### [Exercise brief]
Please return the listing exactly as written, but without its pictures.

(Beginning of Data extract)

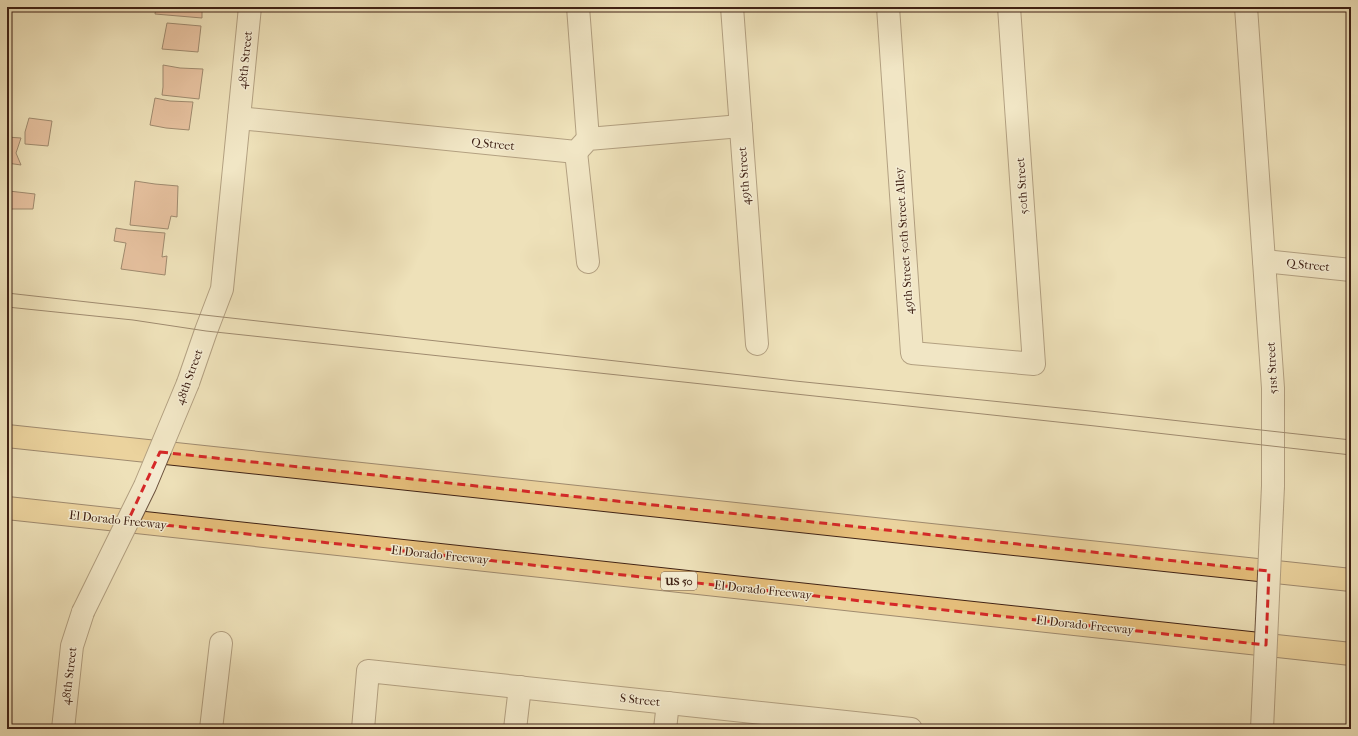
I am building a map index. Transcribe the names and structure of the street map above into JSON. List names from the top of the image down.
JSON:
{
  "streets": {
    "highway": ["El Dorado Freeway", "US 50"],
    "street": [
      "48th Street",
      "Q Street",
      "49th Street",
      "50th Street",
      "49th Street 50th Street Alley",
      "51st Street",
      "S Street"
    ]
  },
  "crossings": [
    ["48th Street", "Q Street"],
    ["Q Street", "49th Street"],
    ["Q Street", "51st Street"],
    ["50th Street", "49th Street 50th Street Alley"]
  ]
}
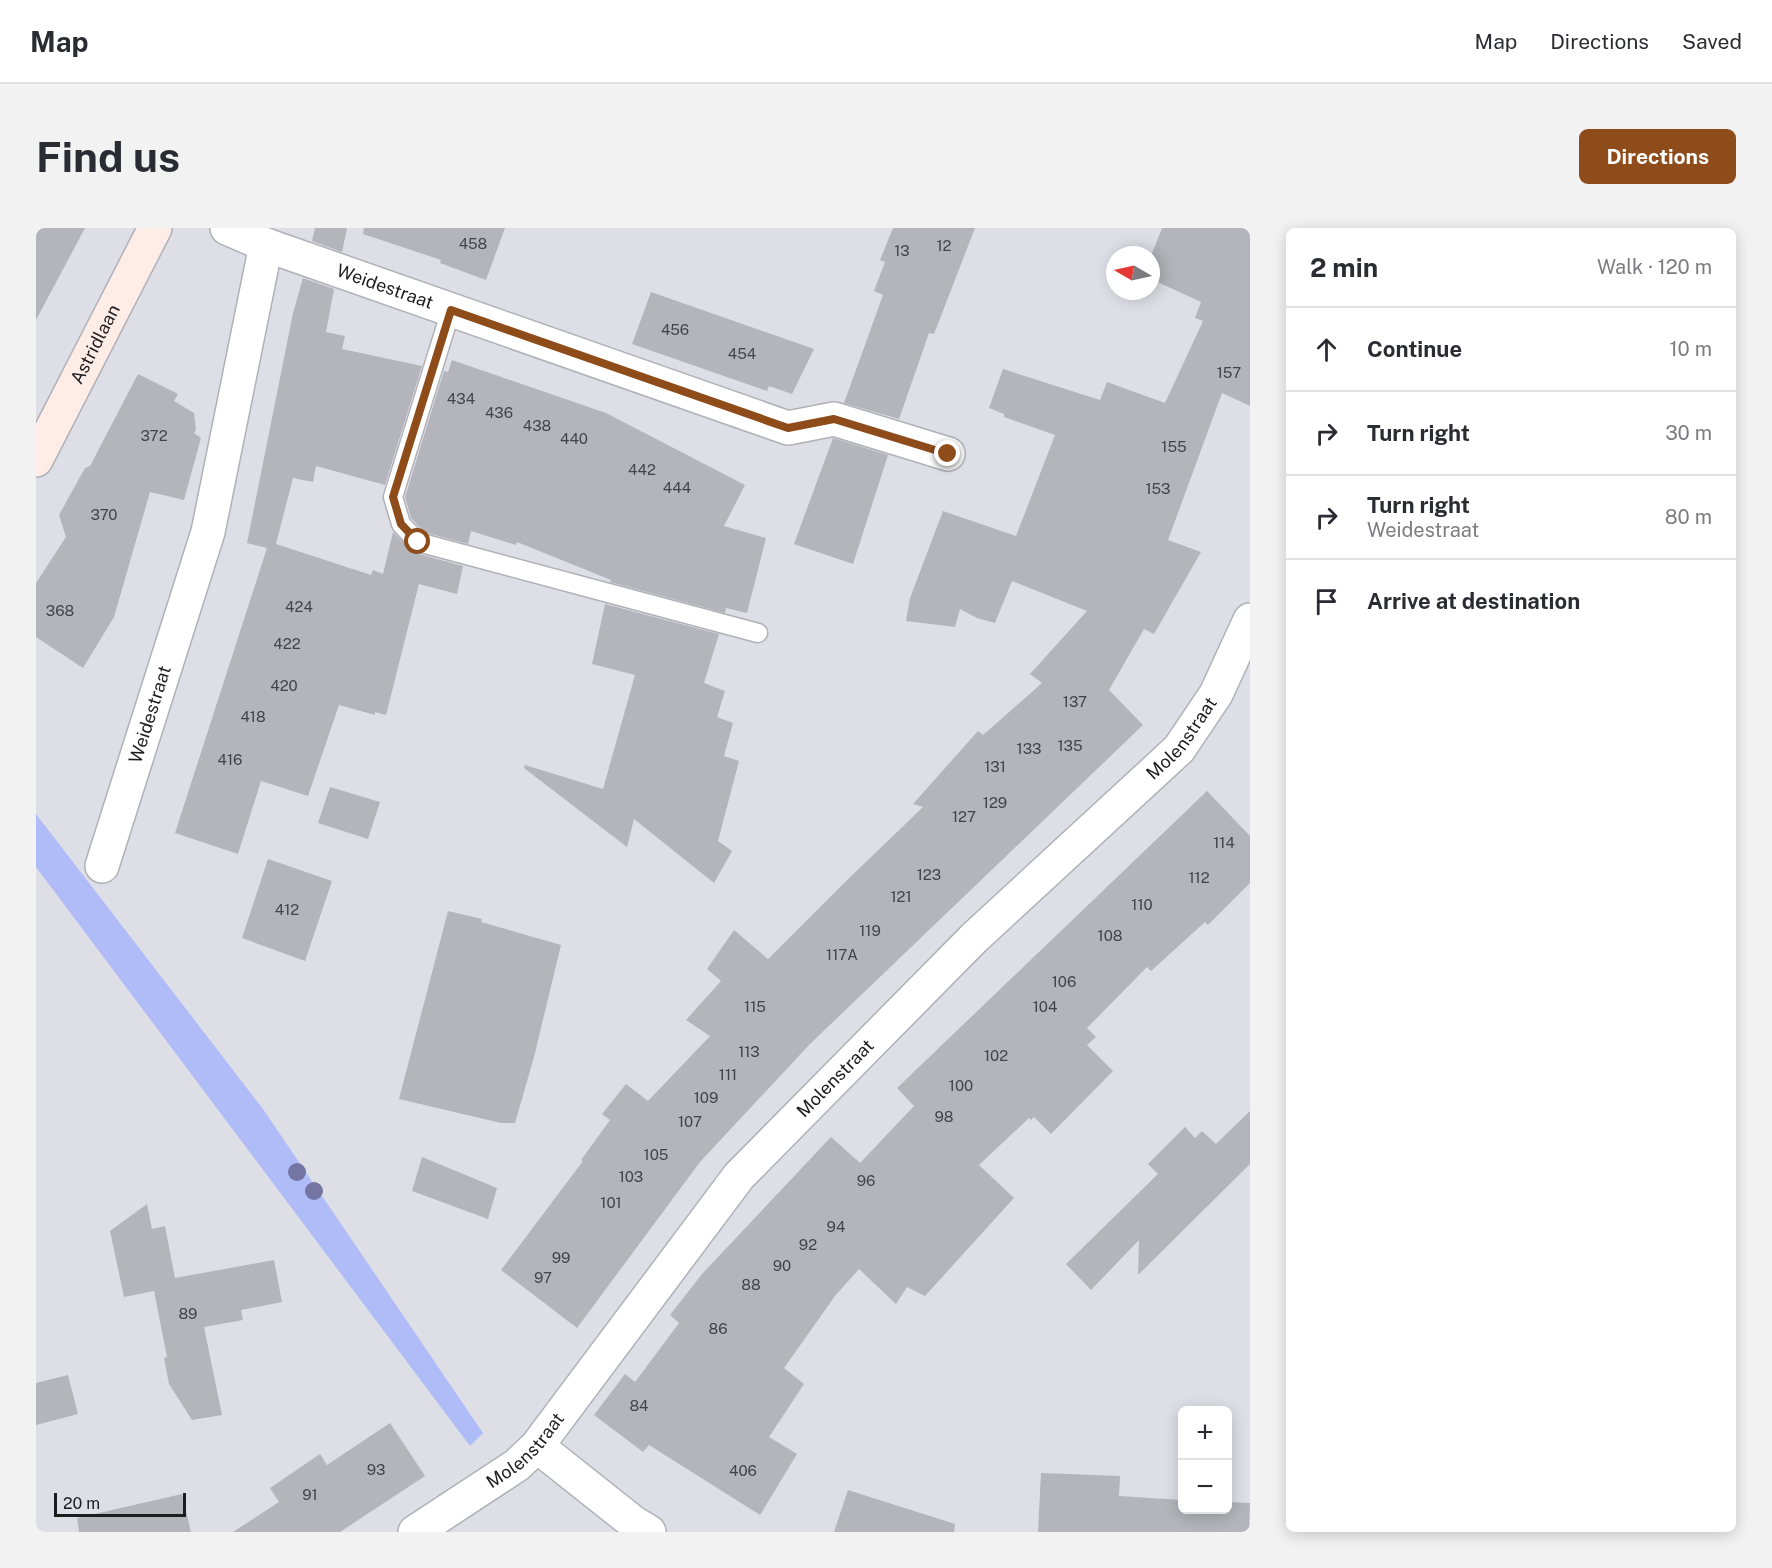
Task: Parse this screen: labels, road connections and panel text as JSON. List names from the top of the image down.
{
  "streets": {
    "main road": ["Astridlaan"],
    "street": ["Weidestraat", "Molenstraat"]
  },
  "house_numbers": [
    "458",
    "12",
    "13",
    "456",
    "454",
    "157",
    "434",
    "436",
    "438",
    "372",
    "440",
    "155",
    "442",
    "444",
    "153",
    "370",
    "424",
    "368",
    "422",
    "420",
    "137",
    "418",
    "135",
    "133",
    "416",
    "131",
    "129",
    "127",
    "114",
    "123",
    "112",
    "121",
    "110",
    "412",
    "119",
    "108",
    "117A",
    "106",
    "115",
    "104",
    "113",
    "102",
    "111",
    "100",
    "109",
    "98",
    "107",
    "105",
    "103",
    "96",
    "101",
    "94",
    "92",
    "99",
    "90",
    "97",
    "88",
    "89",
    "86",
    "84",
    "93",
    "406",
    "91"
  ],
  "scale_bar": "20 m",
  "north": "left",
  "page": {
    "header": "Map",
    "nav": ["Map", "Directions", "Saved"],
    "buttons": "Directions",
    "title": "Find us",
    "heading": ["2 min", "Walk · 120 m"],
    "list": [
      ["Continue", "10 m"],
      ["Turn right", "30 m"],
      ["Turn right", "Weidestraat", "80 m"],
      "Arrive at destination"
    ],
    "map_buttons": ["+", "−"],
    "scale": "20 m"
  }
}
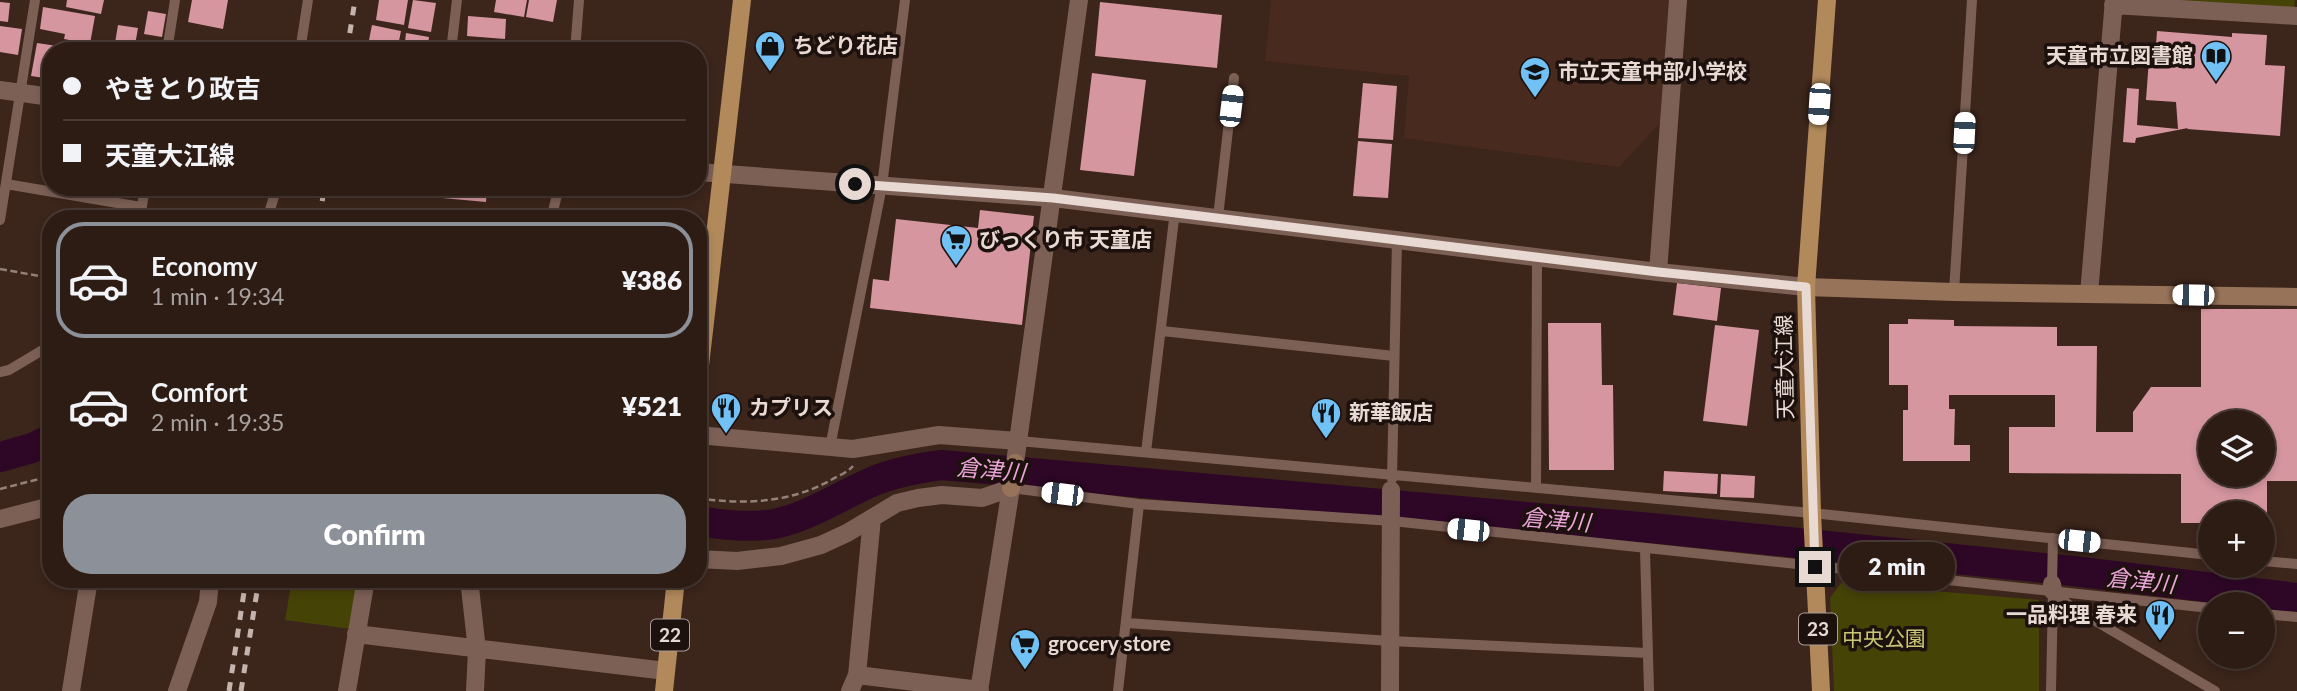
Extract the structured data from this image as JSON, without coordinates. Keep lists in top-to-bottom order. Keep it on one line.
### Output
{"streets":{"main road":["天童大江線","23","22"]},"water":["倉津川"],"parks":["中央公園"],"places":{"shop":["ちどり花店"],"library":["天童市立図書館"],"school or university":["市立天童中部小学校"],"supermarket":["びっくり市 天童店","grocery store"],"restaurant":["カプリス","新華飯店","一品料理 春来"]},"page":{"banner":["やきとり政吉","天童大江線"],"list":[{"name":"Economy","note":"1 min · 19:34","value":"¥386"},{"name":"Comfort","note":"2 min · 19:35","value":"¥521"}],"map_buttons":["+","−"],"buttons":"Confirm","bubble":"2 min"}}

(End of Data extract)

### [Result below]
I am building a map index. Transcribe the names and structure of the street map above into JSON. List names from the top of the image down.
JSON:
{
  "streets": {
    "highway": ["El Dorado Freeway", "US 50"],
    "street": [
      "48th Street",
      "Q Street",
      "49th Street",
      "50th Street",
      "49th Street 50th Street Alley",
      "51st Street",
      "S Street"
    ]
  },
  "crossings": [
    ["48th Street", "Q Street"],
    ["Q Street", "49th Street"],
    ["Q Street", "51st Street"],
    ["50th Street", "49th Street 50th Street Alley"]
  ]
}
Task: Parse this screen: labels, road connections and panel text as JSON. List names from the top of the image down.
{
  "streets": {
    "main road": ["Astridlaan"],
    "street": ["Weidestraat", "Molenstraat"]
  },
  "house_numbers": [
    "458",
    "12",
    "13",
    "456",
    "454",
    "157",
    "434",
    "436",
    "438",
    "372",
    "440",
    "155",
    "442",
    "444",
    "153",
    "370",
    "424",
    "368",
    "422",
    "420",
    "137",
    "418",
    "135",
    "133",
    "416",
    "131",
    "129",
    "127",
    "114",
    "123",
    "112",
    "121",
    "110",
    "412",
    "119",
    "108",
    "117A",
    "106",
    "115",
    "104",
    "113",
    "102",
    "111",
    "100",
    "109",
    "98",
    "107",
    "105",
    "103",
    "96",
    "101",
    "94",
    "92",
    "99",
    "90",
    "97",
    "88",
    "89",
    "86",
    "84",
    "93",
    "406",
    "91"
  ],
  "scale_bar": "20 m",
  "north": "left",
  "page": {
    "header": "Map",
    "nav": ["Map", "Directions", "Saved"],
    "buttons": "Directions",
    "title": "Find us",
    "heading": ["2 min", "Walk · 120 m"],
    "list": [
      ["Continue", "10 m"],
      ["Turn right", "30 m"],
      ["Turn right", "Weidestraat", "80 m"],
      "Arrive at destination"
    ],
    "map_buttons": ["+", "−"],
    "scale": "20 m"
  }
}
Extract the structured data from this image as JSON, without coordinates. Keep lists in top-to-bottom order. Keep it on one line.
### Output
{"streets":{"main road":["天童大江線","23","22"]},"water":["倉津川"],"parks":["中央公園"],"places":{"shop":["ちどり花店"],"library":["天童市立図書館"],"school or university":["市立天童中部小学校"],"supermarket":["びっくり市 天童店","grocery store"],"restaurant":["カプリス","新華飯店","一品料理 春来"]},"page":{"banner":["やきとり政吉","天童大江線"],"list":[{"name":"Economy","note":"1 min · 19:34","value":"¥386"},{"name":"Comfort","note":"2 min · 19:35","value":"¥521"}],"map_buttons":["+","−"],"buttons":"Confirm","bubble":"2 min"}}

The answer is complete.